1 Data description

After you graduated, you started to work for one of the best firms in the country. You were hired because you have Data Analysis skills with \(R\). During your first week your manager comes to your office and gives you the following data set and ask you to “analyze the hell out of this data” (his words. not mine). Mainly he wants you to build a linear model to predict executive salaries. But you know you can do much more! Analyze the given data and create a report like your job depends on this.
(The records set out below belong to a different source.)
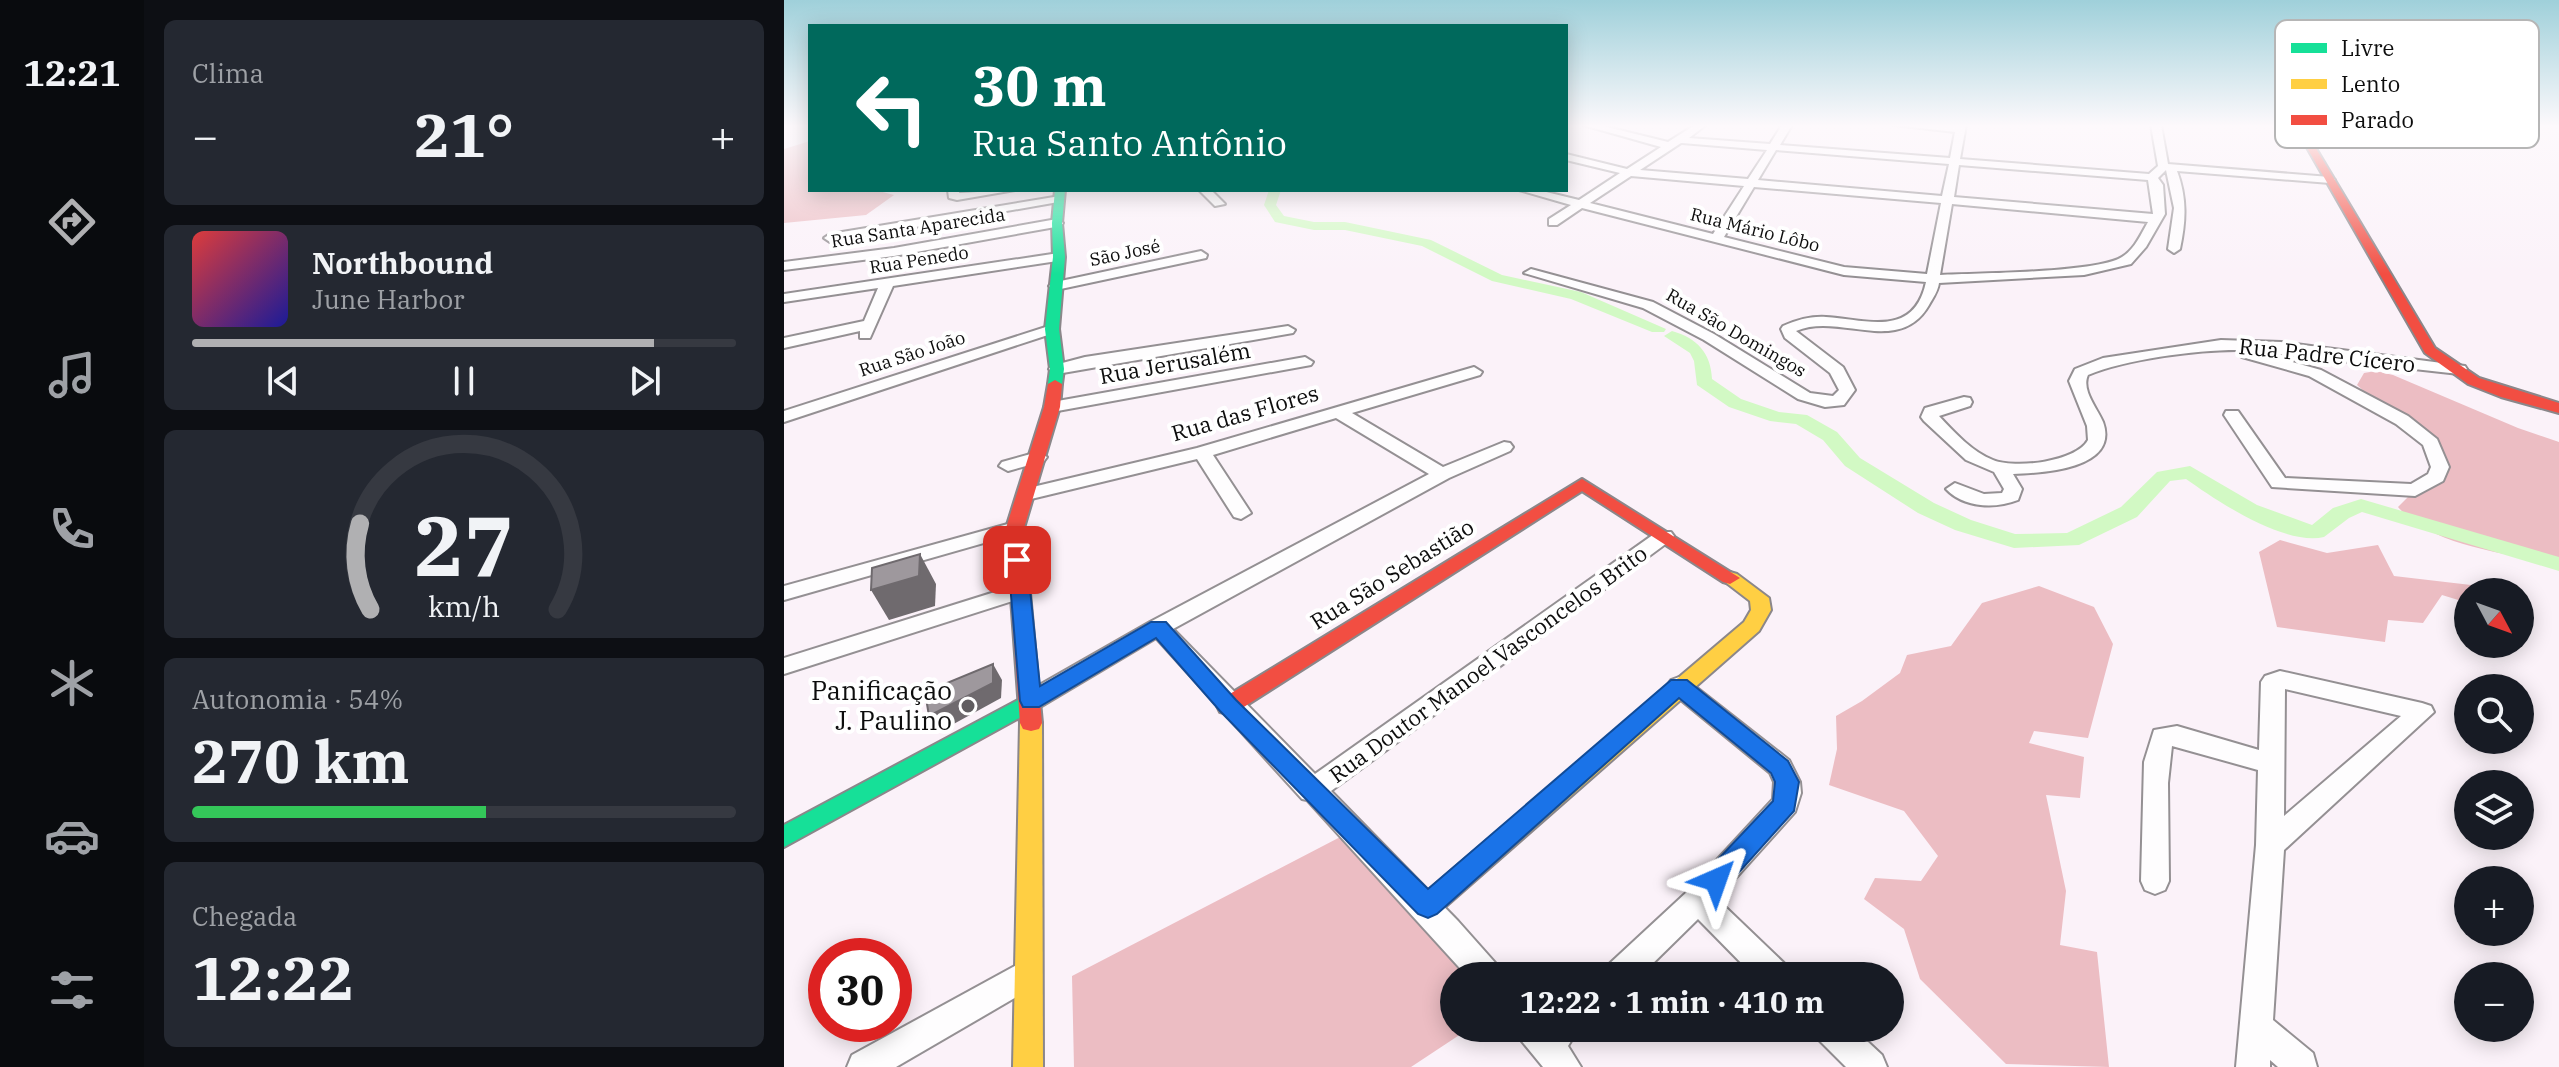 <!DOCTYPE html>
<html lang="pt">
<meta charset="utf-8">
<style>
body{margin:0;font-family:"IBM Plex Serif",serif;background:#242831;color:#f1f3f6;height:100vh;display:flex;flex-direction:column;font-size:30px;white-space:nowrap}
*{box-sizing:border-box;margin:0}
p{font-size:26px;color:#9ea1a6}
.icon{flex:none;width:44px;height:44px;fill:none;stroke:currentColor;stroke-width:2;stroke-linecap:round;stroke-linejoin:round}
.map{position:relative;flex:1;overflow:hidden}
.sheet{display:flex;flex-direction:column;gap:20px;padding:20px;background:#0d0f14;width:640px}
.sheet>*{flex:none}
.guide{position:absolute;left:24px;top:24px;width:760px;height:168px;border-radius:0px;box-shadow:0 4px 20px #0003;background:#00695c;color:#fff;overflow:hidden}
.needle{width:52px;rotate:131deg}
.fabs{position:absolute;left:1670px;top:578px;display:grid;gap:16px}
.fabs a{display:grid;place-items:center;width:80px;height:80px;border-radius:50%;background:#171b24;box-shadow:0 4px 20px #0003;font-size:40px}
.speed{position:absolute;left:24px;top:938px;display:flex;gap:16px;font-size:40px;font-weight:700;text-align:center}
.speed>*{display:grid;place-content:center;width:104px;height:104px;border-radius:50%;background:#171b24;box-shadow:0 4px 20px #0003;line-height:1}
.speed .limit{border:12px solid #d22;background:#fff;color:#111}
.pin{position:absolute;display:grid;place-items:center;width:68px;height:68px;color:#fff;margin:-34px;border-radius:16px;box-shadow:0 4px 12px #0006}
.me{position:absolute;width:88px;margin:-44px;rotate:43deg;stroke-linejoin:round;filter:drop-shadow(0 0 6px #0008)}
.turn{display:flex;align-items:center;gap:28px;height:168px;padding:0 32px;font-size:36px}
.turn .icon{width:104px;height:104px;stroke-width:2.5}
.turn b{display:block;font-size:56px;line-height:68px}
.big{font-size:60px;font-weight:800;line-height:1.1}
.sheet .widget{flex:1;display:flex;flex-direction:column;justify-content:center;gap:12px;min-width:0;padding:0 28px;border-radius:12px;background:#242831}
.sheet .dial{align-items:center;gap:0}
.dial svg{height:208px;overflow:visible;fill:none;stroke:#363941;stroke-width:7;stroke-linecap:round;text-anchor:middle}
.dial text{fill:#f1f3f6;stroke:none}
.song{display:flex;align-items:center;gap:24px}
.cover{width:96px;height:96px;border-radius:12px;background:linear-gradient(135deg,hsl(0 70% 55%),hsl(240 70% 35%))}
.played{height:8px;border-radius:4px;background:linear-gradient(90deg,#b0b0b2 85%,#363941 85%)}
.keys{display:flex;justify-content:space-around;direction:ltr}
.heat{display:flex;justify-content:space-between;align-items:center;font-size:44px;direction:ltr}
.charge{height:12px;border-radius:6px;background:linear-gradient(90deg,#34c759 54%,#363941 0)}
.trip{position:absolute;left:656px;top:962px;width:464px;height:80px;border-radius:40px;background:#171b24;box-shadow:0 4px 20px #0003;font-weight:800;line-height:80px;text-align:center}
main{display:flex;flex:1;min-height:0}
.dock{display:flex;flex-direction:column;width:144px;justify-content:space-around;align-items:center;background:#090b0e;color:#9ea1a6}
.dock .icon{width:56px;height:56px}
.dock .current{color:#b0b0b2}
.dock b{font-size:36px;color:#f1f3f6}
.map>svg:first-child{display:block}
</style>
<main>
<nav class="dock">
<b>12:21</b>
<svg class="icon current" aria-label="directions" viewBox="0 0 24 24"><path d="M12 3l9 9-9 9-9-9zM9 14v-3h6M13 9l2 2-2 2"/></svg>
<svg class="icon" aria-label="music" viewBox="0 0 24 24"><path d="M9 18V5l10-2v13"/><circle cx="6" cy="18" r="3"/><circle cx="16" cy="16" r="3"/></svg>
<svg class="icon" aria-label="phone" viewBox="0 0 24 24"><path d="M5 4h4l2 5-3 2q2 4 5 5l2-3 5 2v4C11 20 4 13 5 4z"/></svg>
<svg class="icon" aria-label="climate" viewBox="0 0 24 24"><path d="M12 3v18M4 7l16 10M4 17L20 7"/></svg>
<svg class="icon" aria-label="car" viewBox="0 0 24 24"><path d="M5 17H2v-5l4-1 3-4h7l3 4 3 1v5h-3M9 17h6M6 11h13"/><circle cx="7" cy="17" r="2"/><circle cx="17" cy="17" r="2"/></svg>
<svg class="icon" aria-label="filters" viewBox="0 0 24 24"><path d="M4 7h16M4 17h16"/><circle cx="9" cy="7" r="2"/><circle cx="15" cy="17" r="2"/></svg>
</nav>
<section class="sheet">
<div class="widget"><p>Clima</p>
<div class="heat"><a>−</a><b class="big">21°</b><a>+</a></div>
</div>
<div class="widget">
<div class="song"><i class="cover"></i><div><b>Northbound</b><p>June Harbor</p></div></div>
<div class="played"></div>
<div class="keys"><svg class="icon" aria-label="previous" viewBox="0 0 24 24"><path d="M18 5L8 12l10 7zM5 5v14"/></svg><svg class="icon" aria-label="pause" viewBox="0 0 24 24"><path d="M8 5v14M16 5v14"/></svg><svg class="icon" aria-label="next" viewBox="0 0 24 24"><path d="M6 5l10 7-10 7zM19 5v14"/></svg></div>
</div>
<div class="widget dial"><svg viewBox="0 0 100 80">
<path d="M14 69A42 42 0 1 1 86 69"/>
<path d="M14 69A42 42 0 0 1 10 36" stroke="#b0b0b2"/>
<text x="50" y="56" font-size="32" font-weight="700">27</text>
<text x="50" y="72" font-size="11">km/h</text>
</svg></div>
<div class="widget"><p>Autonomia · 54%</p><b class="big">270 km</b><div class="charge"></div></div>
<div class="widget"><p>Chegada</p><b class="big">12:22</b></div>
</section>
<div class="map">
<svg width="1775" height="1067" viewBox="0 0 1775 1067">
<rect width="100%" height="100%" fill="#fbf2f9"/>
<g fill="#ecbdc3">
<polygon points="26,141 26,190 91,190 110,195 82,215 0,223 0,149"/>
<path d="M1592,371L1609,375L1734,428L1775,442V563C1727,555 1646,546 1614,507L1647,474L1656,459L1573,385L1580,373Z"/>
<polygon points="1496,540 1543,553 1594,545 1610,576 1687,585 1693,592 1684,592 1684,603 1658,595 1639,623 1604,620 1601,642 1493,627 1475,552"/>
<polygon points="1255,586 1310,607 1329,644 1304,738 1250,731 1245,743 1300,757 1296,798 1262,795 1282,891 1276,945 1313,952 1325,1067 1222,1064 1136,979 1120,929 1080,899 1091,878 1137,881 1154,856 1120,811 1045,785 1053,749 1052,716 1078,701 1116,673 1123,655 1167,646 1198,603"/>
<polygon points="562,834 688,976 670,976 670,1028 686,1028 627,1067 290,1067 288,976"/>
</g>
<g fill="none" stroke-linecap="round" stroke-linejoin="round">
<g fill="#d2f9c4" fill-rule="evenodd">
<polygon points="485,190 497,190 492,205 500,216 530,222 561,222 647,240 718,275 797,292 882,329 880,332 868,332 787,299 708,281 638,246 561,230 530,230 491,222 480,205"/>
<path d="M888,331C913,338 927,353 928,379L957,399L995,412L1023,415L1053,432L1076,458L1150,503L1187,520L1231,534L1283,533L1337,507L1373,472L1406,466L1473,505L1528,525L1549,508L1577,499L1775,557V571L1578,512L1565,518L1540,537C1500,546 1433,501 1402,479L1386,481L1353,517L1295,545L1230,548L1171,530L1134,513L1061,466L1039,440L1012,424L986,421L945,407L913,385L910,361L906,353L880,336Z"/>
</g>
<defs>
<g id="street">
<path d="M799,125H815L884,142L911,125H922L905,138L986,144L998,125H1008L996,145L1166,158L1171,132L1110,125H1182L1176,159L1365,174L1374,166L1367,125H1377L1384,164L1546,177L1551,180L1546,183L1393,171C1403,198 1402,221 1396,249L1390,253L1384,249L1390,208L1382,170L1374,178L1379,185L1381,214L1362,247L1347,264L1300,275L1155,283C1154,291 1149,298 1145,305C1115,357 1055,312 1012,331L1059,367L1071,390L1060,405L1041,407L1014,399L920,340L859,308L740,273L747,269L869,302L930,334L1026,393L1049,396L1055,390L1046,373L1001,338L997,329L999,326C1013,320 1026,316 1042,317C1081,319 1130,339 1142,282L1060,275L798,208L773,225H765V219L787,205L735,190H754L795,200L836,173L782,160V154L843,169L877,147ZM897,143H898L983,150L964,179L856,170ZM992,150L1165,164L1158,196L974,180ZM1175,165L1364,180L1369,214L1170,197ZM847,176L960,186L929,234L806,203ZM970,187L1157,203L1143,274L1060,267L940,237ZM1168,204L1364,222C1357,234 1351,249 1338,257C1313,273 1192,273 1156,275Z"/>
<polygon points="164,190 176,190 175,193 231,190 173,200 165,198"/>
<polygon points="415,190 427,190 441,204 431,206"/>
<polygon points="276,196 280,197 280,201 46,242 40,238 46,234"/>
<polygon points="273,219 279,223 277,226 110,256 0,270 0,262 110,248"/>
<polygon points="417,251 423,255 422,258 272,290 265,286 272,282"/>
<polygon points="275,253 280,254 280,260 109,286 86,338 76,338 76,331 0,348 0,338 80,321 94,288 0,302 0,294"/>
<polygon points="268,325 273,326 273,332 0,422 0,411"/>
<polygon points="504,326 511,330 509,333 273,374 265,369 267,366 301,357"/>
<path d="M1437,340L1497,342L1681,366L1683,369L1675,374L1468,351L1537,370L1624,416L1653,439L1665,467L1659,481L1631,496L1488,487L1440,415L1442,411H1454L1501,478L1627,484L1644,474L1647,467L1639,445L1612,424L1525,376L1458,357L1455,354L1459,350C1417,349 1342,359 1304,375C1297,390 1313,408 1319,422C1336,469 1259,473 1229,474L1238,489L1234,500C1211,509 1180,508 1162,489L1171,483L1200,494L1218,493L1220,489L1210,472L1182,460L1140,421L1137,417L1141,408L1180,397L1186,398L1188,402L1186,406L1155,416C1170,432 1188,452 1209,460C1231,469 1292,462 1304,440L1303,426L1285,381L1291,369L1319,358Z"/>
<polygon points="521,357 529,362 527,365 268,412 260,407 268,402"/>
<polygon points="690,367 698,372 696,375 568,413 659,467 720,442 726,443 729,447 726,451 665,478 389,629 531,774 873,532 887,532 890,536 887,540 547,791 674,921 714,966 719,976 683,976 523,800 518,799 372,638 256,707 247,710 238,707 235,701 238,695 366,622 645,474 552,418 429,455 467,513 457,519 450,517 413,459 243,500 234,494 236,490 413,448"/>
<polygon points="254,452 263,457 260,461 224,471 215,466 218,462"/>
<polygon points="231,522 241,528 238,532 0,600 0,586"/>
<polygon points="236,584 244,586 247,591 244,596 0,674 0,658"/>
<path d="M1496,671L1638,703L1647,706L1650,712L1500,850L1489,1020L1529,1053L1533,1067H1494L1486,1060V1067H1452L1472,845L1474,770L1388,746L1384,783L1385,881L1381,890L1371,894L1361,890L1357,881L1360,762L1370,730L1393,726L1475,750L1477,682L1481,676ZM1501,689L1617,716L1500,816Z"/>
<polygon points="895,677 903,680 1005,760 1016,782 1017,793 1011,812 933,899 1003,966 1008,976 970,976 914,919 856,976 818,976 823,966 904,891 989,799 990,782 986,773 887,692 883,686 887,680"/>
<polygon points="242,960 253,965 258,975 253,985 112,1067 63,1067 68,1055"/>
<polygon points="732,1028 795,1028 784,1046 797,1067 759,1067 736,1039"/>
<polygon points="1030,1028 1069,1028 1098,1055 1103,1067 1062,1067 1034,1039"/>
</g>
<g id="fast">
<polygon points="271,190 281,190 278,223 281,257 275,329 280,369 278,384 271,388 264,384 266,369 261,329 269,257 268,223"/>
<polygon points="247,693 255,695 258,701 255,707 0,847 0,825"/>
</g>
<g id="slow">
<polygon points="946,572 953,574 985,598 987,610 975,631 653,914 644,918 635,914 631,906 635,898 960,622 967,610 966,601 936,578"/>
<polygon points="247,715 255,717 258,723 259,1067 229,1067 236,723 239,717"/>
</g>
<g id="jam">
<polygon points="1510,125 1518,125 1651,348 1695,378 1775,403 1775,413 1717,397 1684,384 1641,353"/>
<polygon points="271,380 278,384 276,407 240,528 258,723 255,729 247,731 239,729 236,723 222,528 260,407 264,384"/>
<polygon points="798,479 956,578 946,584 939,582 798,491 452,712 444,714 436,712 433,706 436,700"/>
</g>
</defs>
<use href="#street" stroke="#949093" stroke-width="4"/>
<use href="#fast" stroke="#8b878a" stroke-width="4"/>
<use href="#slow" stroke="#8b878a" stroke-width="4"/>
<use href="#jam" stroke="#8b878a" stroke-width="4"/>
<use href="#street" fill="#fefdfe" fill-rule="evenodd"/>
<use href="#fast" fill="#16e098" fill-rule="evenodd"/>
<use href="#slow" fill="#ffcf43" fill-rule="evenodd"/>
<use href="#jam" fill="#f24e42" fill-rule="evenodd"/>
</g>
<g fill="#6f6a6e">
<polygon points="136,554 152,584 151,606 105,620 87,590"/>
<polygon points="209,664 218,680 217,698 155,732 145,716"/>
</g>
<g fill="#9e989d" stroke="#6f6a6e" stroke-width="2">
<polygon points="136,554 135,576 87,590 88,568"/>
<polygon points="209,664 209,683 145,716 141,692"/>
</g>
<linearGradient id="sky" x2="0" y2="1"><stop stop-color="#9fd0da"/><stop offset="0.46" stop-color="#fdf9fc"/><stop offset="1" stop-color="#fdf9fc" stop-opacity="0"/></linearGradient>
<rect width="1775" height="274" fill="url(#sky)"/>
<polygon fill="#1a73e8" stroke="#114b97" stroke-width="2" points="233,554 243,560 256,686 367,622 382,622 452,700 644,889 887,680 903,680 1004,761 1015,782 1010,811 941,888 932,891 922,888 918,880 922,872 989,801 991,782 987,773 895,698 653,914 644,918 634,914 436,711 372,638 255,707 239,707 236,701 224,560"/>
<circle fill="#605d60" stroke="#fff" stroke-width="3" cx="184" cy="706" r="8"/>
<g text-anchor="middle" stroke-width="8" stroke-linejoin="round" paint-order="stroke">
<g font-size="18" fill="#0d0d0d" stroke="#fff">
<text transform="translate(134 228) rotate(-9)" y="6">Rua Santa Aparecida</text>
<text transform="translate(971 230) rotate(14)" y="6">Rua Mário Lôbo</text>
<text transform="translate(341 253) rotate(-12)" y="6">São José</text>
<text transform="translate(135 260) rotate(-9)" y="6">Rua Penedo</text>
<text transform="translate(952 333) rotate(30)" y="6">Rua São Domingos</text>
<text transform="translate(128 354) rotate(-18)" y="6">Rua São João</text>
</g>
<g font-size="22" fill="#0d0d0d" stroke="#fff">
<text transform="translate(1543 355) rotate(6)" y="8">Rua Padre Cícero</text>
<text transform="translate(391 363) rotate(-10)" y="8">Rua Jerusalém</text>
<text transform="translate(461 413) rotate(-16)" y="8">Rua das Flores</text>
<text transform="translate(608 574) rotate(-32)" y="8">Rua São Sebastião</text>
<text transform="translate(704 664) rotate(-36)" y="8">Rua Doutor Manoel Vasconcelos Brito</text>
</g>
<g font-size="26" fill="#0d0d0d" stroke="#fff" text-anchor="end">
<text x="168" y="700">Panificação<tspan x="168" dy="30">J. Paulino</tspan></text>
</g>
</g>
<rect x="1491" y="20" width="264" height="128" rx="12" fill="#fff" stroke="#b6b6b6" stroke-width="2"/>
<rect x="1507" y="43" width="36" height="10" fill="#16e098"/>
<rect x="1507" y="79" width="36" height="10" fill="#ffcf43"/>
<rect x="1507" y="115" width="36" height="10" fill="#f24e42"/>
<g font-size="22" fill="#0d0d0d">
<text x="1557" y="56">Livre</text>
<text x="1557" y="92">Lento</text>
<text x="1557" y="128">Parado</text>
</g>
</svg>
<div class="fabs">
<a><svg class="needle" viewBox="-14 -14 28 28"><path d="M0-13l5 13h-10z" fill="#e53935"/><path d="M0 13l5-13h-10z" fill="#9ea1a6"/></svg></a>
<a><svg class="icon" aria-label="search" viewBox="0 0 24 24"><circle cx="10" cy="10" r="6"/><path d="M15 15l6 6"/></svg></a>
<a><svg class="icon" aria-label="layers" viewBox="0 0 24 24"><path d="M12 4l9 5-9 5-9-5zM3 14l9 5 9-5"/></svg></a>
<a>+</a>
<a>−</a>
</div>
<div class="speed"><div class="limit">30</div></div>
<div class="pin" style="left:233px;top:560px;background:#d93025"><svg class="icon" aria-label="arrive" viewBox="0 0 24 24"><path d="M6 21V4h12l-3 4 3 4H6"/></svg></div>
<svg class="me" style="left:932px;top:880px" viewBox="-20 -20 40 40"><path d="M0-17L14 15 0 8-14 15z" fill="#1a73e8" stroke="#fff" stroke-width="4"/></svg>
<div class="trip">12:22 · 1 min · 410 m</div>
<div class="guide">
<div class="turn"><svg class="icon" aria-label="left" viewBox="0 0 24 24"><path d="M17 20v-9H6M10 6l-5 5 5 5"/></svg><div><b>30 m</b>Rua Santo Antônio</div></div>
</div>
</div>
</main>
Data stored as a .txt file under week 10. Data consists of 11 variables.

Variable Description
y Salary of executive
x1 Experience (in years)
x2 Education (in years)
x3 Gender (1 if male 0 if female)
x4 Number of employees supervised
x5 Corporate assets (in millions of USD)
x6 Board member (1 if yes, 0 if no)
x7 Age (in years)
x8 Company profits (in millions of USD)
x9 Has international responsibility (1 if yes, 0 if no)
x10 Company’s total sales (in millions of USD)

2 Load data into R

3 Rename columns using the following names

Variable Names Description
y salary Salary of executive
x1 experience Experience (in years)
x2 education Education (in years)
x3 gender Gender (1 if male 0 if female)
x4 emps_sup Number of employees supervised
x5 assets Corporate assets (in millions of USD)
x6 board_mb Board member (1 if yes, 0 if no)
x7 age Age (in years)
x8 profit Company profits (in millions of USD)
x9 int_res Has international responsibility (1 if yes, 0 if no)
x10 sales Company’s total sales (in millions of USD)

4 Convert Data types

The data types in this data set does not make a lot of sense. We change the data types as shown below.

library(dplyr)

ExeSal2 <- ExeSal %>%
  mutate( salary = as.numeric(salary), experience = as.numeric(experience), education = as.numeric(education), gender = as.factor(gender), emps_sup = as.numeric(emps_sup), assets = as.numeric(assets), board_mb = as.factor(board_mb), age = as.numeric(age), profit = as.numeric(profit), int_res = as.factor(int_res), sales = as.numeric(sales))

str(ExeSal2)
'data.frame':   100 obs. of  12 variables:
 $ id        : int  1 2 3 4 5 6 7 8 9 10 ...
 $ salary    : num  11.4 11.8 11.4 11.2 11.7 ...
 $ experience: num  12 25 20 3 19 14 18 2 14 4 ...
 $ education : num  15 14 14 19 12 13 18 17 13 16 ...
 $ gender    : Factor w/ 2 levels "0","1": 2 2 1 2 2 1 2 2 2 2 ...
 $ emps_sup  : num  240 510 370 170 520 420 290 200 560 230 ...
 $ assets    : num  170 160 170 170 150 160 170 180 180 160 ...
 $ board_mb  : Factor w/ 2 levels "0","1": 2 2 2 2 2 2 2 2 2 2 ...
 $ age       : num  44 53 56 26 43 53 43 31 43 36 ...
 $ profit    : num  5 9 5 9 7 9 7 10 7 10 ...
 $ int_res   : Factor w/ 2 levels "0","1": 1 1 1 1 1 1 1 1 1 1 ...
 $ sales     : num  21 28 26 24 27 27 22 26 23 25 ...

For this project you need to build several multiple linear regression models. Be sure to Conduct EDA and describe for each model. For full credit, build at least five multiple linear regression models including at least one model with an interaction (quantitative and qualitative) term. It is important that you interpret each coefficient of each model. Finaly, for each model, run model diagnostics.